Monday, September 17, 2012

Anime Conventions

Nerds are a little bit crazy when it comes to being nerdy. I went to an anime convention with some friends over the weekend. It was awesome, but people are a bit insane. I salute everyone who cosplays. There was all sorts of badassery going on.

Some people did costumes that aren't accurate, but close enough. Then there are people who are accurate down to the last detail. You make their day everytime you ask for a picture, but some go crazy if you ask who they are. One lady drew fangs at my friend because she couldn't figure out what pokemon she was. Nerds are insane!

While waiting inline for something there was a guy behind us who was telling someone that people just come to these conventions because they think it's fun! What other reason is there to go to these conventions? (Not counting press coverage or vending.)

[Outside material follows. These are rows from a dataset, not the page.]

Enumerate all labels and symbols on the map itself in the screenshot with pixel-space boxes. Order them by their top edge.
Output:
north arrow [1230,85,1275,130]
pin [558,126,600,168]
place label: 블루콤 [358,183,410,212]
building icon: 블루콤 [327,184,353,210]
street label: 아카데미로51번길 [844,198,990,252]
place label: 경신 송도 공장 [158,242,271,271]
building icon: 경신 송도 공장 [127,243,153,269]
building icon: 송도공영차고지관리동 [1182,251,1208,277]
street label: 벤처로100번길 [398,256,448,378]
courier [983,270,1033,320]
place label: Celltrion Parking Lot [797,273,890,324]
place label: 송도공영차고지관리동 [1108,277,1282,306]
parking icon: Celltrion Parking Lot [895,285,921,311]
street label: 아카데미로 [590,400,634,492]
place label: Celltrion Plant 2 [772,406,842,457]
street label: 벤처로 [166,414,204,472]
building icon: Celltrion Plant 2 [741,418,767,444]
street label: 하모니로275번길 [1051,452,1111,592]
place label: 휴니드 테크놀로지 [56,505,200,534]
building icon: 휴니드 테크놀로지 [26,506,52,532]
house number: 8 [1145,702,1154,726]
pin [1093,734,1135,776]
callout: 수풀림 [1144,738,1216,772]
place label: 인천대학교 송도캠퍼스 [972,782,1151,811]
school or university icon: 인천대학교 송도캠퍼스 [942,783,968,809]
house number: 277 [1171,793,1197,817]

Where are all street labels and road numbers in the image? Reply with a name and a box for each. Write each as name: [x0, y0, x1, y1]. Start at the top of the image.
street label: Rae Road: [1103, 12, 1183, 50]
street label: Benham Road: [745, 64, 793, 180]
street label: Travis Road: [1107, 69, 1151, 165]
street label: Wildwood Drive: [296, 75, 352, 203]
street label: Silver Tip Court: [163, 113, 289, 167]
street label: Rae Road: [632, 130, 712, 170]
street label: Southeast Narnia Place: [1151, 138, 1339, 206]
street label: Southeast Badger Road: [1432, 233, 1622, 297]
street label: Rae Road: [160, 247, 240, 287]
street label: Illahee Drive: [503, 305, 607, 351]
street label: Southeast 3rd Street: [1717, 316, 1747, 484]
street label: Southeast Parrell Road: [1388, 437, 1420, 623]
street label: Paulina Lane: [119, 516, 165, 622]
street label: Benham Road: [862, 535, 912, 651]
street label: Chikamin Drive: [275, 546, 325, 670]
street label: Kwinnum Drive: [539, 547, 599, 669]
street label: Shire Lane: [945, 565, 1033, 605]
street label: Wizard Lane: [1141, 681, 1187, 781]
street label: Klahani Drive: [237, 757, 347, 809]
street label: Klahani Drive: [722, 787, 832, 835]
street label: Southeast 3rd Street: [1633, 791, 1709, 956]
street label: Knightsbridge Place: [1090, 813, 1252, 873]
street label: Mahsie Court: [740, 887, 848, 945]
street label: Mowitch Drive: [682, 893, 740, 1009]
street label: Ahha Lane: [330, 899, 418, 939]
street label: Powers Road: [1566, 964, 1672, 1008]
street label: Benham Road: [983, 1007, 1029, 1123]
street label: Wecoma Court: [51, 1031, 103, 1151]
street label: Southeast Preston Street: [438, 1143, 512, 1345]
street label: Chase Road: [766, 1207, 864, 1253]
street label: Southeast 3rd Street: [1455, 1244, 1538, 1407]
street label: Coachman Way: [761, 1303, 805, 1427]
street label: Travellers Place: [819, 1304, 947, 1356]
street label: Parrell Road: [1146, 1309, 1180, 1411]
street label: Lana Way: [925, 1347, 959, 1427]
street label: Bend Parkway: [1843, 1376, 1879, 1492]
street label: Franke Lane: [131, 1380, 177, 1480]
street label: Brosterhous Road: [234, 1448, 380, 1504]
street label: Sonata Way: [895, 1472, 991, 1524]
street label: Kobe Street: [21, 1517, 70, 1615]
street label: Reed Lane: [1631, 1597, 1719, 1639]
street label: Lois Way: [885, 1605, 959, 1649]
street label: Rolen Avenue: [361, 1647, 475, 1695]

The scariest of nerds from least to most:

10. A Convention Filled With Anti-Social Nerds
When a group of about seven thousand people, who generally are socially awkward, accumulate in the same place, it's incredibly weird. They usually come with friends and stand with them and talk. They'll get really excited when they see someone cosplaying as their favorite character. Then spend several minutes arguing over who's going to go up and ask them for a picture. Everyone stays in their groups and doesn't talk outside of them. They are usually very nice, but can't quite grasp the idea of interaction. (Tip: When they say weird things like, "I'd take a picture if I could." Or they ask you to marry them don't get weirded out.)

9. Convention Junkies
These are the people who plan out where the need to be months in advance. They've got a schedule programmed into their brain of where they need to be and what they need to do programmed into their brain. They want to do everything and then get disapointed when the thing they wanted to go to was full. If you have one in your group be prepared for the demanding and moping (possibly bitch slapping if they get too annoying). The scariest ones are the groups of these. They send a person to scout out the line for the next event and save a spot while they go to another event. They then allow the scout to live vicariously through them. Another then becomes the next scout and goes to another line while they do this event. (Tip: Don't snipe their plans if you want them to remain congenial.)

8. Serious Nerds
These are the people that insist that they know everything about a certain subject. They will lecture for hours if you get even a minor fact wrong. And if you argue with them be prepaired to have your soul figuratively ripped out using something that doesn't exist. (Tip: Don't prove them wrong, no matter how wrong they are. They'll never admit that you were right.)

7. Casual Cosplayers
These are the people who make their own costumes while paying a minimal amount to detail. Even if their costume looks nothing like the character they are trying to be, they will blow up at you if you can't figure out who they are. (Tip: No matter what, don't make assumptions about who they're supposed to be if you're not sure.)

6. D&D Players
Not all are scarey, but after too long of spending their hours playing Dungeons & Dragons and not getting layed, they tend to do things like rape your character to death. (Tip: Don't be the only girl playing with them. Or really any girl for that matter.)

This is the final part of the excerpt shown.